All Creatures Great and Small

It’s fair to say that my imminent death was a humbling experience and Joe has been laying low. There is a spare room up above Veronica and the stall, and Joe spends the bulk of the next week recovering up there. It’s nothing special but, gosh darn it, it’s home.
And it really is beginning to feel a bit like home. It’s nothing compared to the comparative luxury of the Novac motel room, but I’ve been in Vegas longer then I was in Novac… or Goodsprings for that matter,

Spare, but it's home.

Be it ever so humble

I’m not sure how I feel about this. It’s nice that this is beginning to feel like home. On the other hand, this is pretty literally an unadorned ruin. Ever since being evicted from Vault 101 because of my dickhead father, my prime goal has been to recreate that same safe, boring existence. This is not that existence.
All I’m saying is this… The Strip had better be spectacular.

Well, dreams of The Strip are free, but the only place I go the whole week is to visit the doctors at Followers of the Apocalypse. They seem like likeable folks, but it’s no charity… at least not for me. Apparently I must look too well-to-do. But I can procure bunches of stim-packs and doctor’s bags which help Joe on his way back to health.

"I want medical jargon I'll talk to a doctor." "You are talking to a doctor."

"DAMNIT, if I want medical jargon I'll talk to a doctor."
"You are talking to a doctor."

After my ‘bed’ week I spend another whole week around Freeside wherein I just keep on keeping my head down. There is the odd visit to the stores or visits to the bar… but nothing dangerous.

The cause of, and solution to, all of life's problems.

The cause of, and solution to, all of life's problems.

Two whole in-game weeks later, and it’s time to get back up on the postapocalyptic mutated-horse equivalent. I don’t really want to, but the time I’ve spent on the mend, and the medical supplies, have set me back a long way.

Where to go? Well… sure as f#$% not west again.
Back before my doomed expedition west, I’d spotted an outlet that seemed accessible. It was back near gecko-land. The geckos weren’t easy pickings, but compared to the ass-ripping wasp-creature they’re freaking teddy-bears.

It’s a bit of a walk and there’s nothing of interest along the way. In this case the boredom is sweet relief, and I actually enjoy the tramp.
It’s about mid-morning when I arrive at the rusty old gate, and my adrenaline has me on edge. I go in with my weapon drawn.

I'll put this place on the map! Because... err... it doesn't seem to show up on the map.

I'll put this place on the map! Because... err... it doesn't seem to show up on the map.

Vegas - so glamorous.

Vegas - so glamorous.

So… sewers. Awesome. Still, who knows what could have washed down here from pre-war days. Gadgets, money, jewellery… all kinds of crap. You know, other than the literal crap.

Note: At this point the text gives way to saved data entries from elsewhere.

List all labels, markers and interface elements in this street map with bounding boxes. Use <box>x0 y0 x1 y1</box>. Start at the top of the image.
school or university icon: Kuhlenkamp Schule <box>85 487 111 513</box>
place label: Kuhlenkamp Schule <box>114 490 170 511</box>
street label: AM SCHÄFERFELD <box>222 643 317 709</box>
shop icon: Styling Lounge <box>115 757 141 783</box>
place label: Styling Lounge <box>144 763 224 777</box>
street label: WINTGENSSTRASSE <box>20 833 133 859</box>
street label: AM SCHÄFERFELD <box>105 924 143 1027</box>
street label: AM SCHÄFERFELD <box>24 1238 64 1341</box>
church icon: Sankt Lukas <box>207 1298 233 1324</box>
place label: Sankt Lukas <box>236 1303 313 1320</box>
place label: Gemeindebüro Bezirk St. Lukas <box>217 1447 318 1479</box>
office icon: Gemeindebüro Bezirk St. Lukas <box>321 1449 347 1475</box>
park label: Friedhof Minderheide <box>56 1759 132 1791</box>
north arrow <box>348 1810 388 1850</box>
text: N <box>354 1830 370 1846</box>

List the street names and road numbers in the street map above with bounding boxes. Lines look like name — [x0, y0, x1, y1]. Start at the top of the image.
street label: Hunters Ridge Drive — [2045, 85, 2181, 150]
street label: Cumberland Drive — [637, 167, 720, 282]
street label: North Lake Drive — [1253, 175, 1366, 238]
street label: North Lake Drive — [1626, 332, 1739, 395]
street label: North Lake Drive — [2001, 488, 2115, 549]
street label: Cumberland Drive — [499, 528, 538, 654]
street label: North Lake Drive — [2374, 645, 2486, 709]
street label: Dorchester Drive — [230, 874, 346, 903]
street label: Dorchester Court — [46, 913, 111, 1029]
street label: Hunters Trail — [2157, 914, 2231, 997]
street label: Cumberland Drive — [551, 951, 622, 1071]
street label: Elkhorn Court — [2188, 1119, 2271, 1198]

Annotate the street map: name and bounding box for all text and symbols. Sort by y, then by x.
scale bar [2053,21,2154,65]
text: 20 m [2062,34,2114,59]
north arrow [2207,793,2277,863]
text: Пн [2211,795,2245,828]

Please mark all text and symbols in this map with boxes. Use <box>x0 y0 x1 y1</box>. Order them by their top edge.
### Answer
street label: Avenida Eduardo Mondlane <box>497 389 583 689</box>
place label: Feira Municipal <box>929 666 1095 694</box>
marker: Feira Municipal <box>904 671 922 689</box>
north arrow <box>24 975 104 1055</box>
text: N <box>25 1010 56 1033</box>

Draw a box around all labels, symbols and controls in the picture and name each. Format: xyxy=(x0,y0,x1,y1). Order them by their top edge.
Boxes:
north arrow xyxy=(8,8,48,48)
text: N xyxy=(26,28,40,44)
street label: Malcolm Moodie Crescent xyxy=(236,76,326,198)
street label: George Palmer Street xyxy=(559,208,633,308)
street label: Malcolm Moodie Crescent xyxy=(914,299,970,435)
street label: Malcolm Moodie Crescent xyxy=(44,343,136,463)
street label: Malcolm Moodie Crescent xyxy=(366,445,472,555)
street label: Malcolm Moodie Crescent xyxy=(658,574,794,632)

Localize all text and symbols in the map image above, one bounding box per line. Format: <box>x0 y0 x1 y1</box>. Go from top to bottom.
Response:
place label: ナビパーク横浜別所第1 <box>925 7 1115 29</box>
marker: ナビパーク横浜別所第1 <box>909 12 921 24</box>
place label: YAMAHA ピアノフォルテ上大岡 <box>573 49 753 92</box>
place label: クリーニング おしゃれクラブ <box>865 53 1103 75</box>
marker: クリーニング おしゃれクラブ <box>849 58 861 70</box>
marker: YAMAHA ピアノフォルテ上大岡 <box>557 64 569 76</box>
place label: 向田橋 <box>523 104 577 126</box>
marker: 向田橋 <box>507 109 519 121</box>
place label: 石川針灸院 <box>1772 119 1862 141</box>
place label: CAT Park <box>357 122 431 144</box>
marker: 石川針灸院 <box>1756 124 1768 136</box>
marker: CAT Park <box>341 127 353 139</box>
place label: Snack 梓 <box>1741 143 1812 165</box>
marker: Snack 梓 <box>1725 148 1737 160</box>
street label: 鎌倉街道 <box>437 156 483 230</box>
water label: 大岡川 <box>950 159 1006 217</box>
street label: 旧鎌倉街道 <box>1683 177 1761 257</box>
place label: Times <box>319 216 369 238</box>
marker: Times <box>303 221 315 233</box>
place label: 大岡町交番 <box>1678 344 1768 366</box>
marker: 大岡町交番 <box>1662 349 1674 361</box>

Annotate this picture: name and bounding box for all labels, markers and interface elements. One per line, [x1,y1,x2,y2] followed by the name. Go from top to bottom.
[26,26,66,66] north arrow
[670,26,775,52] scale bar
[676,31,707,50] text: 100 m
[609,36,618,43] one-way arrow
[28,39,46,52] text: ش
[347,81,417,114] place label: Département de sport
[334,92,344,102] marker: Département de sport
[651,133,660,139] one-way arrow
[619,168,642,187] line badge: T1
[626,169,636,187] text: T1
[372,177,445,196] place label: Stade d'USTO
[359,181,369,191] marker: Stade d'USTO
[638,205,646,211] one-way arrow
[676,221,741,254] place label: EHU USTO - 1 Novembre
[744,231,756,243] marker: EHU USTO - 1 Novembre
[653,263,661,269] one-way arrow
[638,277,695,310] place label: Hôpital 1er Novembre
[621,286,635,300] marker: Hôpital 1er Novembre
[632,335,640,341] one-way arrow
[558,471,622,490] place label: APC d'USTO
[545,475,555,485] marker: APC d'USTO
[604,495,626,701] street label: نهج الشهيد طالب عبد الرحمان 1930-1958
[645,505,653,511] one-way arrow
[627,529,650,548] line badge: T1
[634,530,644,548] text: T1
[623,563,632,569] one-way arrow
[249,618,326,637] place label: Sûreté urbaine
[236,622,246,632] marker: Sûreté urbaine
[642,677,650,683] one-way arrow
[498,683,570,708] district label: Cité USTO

It’s a sad commentary on the state of the world that the poop-shoots of the pre-war world are built like impenetrable fortresses compared to the modern post-apocalyptic buildings. I mean its one thing if their normal buildings are better than ours, they had all sorts of cool things we’ve forgotten how to make. But these are supposedly just sewers. What the hell were they eating that such a solid contraction was required to contain their waste?

Perhaps unsurprisingly, the sewers are not immediately a stockpile of cool pre-war equipment. On the bright side it’s also devoid of creatures wanting to eat my flesh, so that’s nice.
In fact, my first contact with any other living thing is a little rat scuttling about in the darkness. Not terrifying at all… And a good source of protein.

Become a prospector, they said. See the Mojave, they said...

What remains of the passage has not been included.